ASSIGNED TASK: Go through the entries below and count the lines holding the word "JSON". Reply with only the number, please.

[Collected data entries]
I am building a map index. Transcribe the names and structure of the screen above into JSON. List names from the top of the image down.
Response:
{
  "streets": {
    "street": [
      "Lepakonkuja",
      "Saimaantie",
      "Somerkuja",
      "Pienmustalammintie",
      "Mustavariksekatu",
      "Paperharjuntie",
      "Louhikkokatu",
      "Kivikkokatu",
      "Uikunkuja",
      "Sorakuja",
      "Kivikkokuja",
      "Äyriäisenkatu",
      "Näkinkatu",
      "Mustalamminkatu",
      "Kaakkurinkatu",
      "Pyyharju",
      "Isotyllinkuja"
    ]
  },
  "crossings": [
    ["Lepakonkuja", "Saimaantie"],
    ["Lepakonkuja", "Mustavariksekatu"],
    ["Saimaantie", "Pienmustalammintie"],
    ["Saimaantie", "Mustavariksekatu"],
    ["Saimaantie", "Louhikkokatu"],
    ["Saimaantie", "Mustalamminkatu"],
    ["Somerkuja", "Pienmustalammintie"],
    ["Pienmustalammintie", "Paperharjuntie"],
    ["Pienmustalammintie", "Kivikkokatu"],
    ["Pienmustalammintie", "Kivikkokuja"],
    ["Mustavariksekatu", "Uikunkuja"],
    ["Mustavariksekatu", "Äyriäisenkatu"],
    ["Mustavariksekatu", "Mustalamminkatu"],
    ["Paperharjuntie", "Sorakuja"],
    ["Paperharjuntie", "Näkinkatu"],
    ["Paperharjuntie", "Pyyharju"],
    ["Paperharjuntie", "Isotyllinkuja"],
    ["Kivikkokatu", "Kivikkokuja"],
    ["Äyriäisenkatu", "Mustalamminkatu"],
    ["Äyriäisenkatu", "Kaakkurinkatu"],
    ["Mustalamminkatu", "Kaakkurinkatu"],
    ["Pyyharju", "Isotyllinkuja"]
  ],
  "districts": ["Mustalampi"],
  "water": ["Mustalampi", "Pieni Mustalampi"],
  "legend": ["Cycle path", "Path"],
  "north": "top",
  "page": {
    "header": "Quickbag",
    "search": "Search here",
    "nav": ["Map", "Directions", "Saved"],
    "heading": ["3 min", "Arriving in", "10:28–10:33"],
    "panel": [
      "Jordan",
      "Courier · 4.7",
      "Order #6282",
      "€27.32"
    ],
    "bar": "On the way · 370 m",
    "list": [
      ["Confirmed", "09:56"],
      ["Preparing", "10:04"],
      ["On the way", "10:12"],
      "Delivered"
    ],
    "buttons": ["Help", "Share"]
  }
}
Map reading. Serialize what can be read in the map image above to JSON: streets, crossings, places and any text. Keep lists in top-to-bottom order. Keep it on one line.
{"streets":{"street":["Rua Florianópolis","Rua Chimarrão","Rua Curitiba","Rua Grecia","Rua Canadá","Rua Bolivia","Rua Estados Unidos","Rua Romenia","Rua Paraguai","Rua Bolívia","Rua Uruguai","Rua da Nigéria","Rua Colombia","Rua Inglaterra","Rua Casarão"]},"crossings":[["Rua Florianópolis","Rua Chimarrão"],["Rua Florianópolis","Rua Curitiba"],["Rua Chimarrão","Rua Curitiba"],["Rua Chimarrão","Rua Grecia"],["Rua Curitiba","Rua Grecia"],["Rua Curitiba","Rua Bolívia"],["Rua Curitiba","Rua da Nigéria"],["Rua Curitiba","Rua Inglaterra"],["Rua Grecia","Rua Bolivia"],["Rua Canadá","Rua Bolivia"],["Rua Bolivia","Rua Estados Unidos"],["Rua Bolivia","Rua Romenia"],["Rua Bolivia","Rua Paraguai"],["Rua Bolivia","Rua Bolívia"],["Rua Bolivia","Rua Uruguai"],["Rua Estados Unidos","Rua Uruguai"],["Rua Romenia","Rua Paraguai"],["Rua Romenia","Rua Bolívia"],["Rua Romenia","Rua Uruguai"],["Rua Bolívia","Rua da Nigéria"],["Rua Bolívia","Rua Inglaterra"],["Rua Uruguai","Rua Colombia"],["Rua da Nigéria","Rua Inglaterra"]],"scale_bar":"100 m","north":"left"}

RESPONSE: 2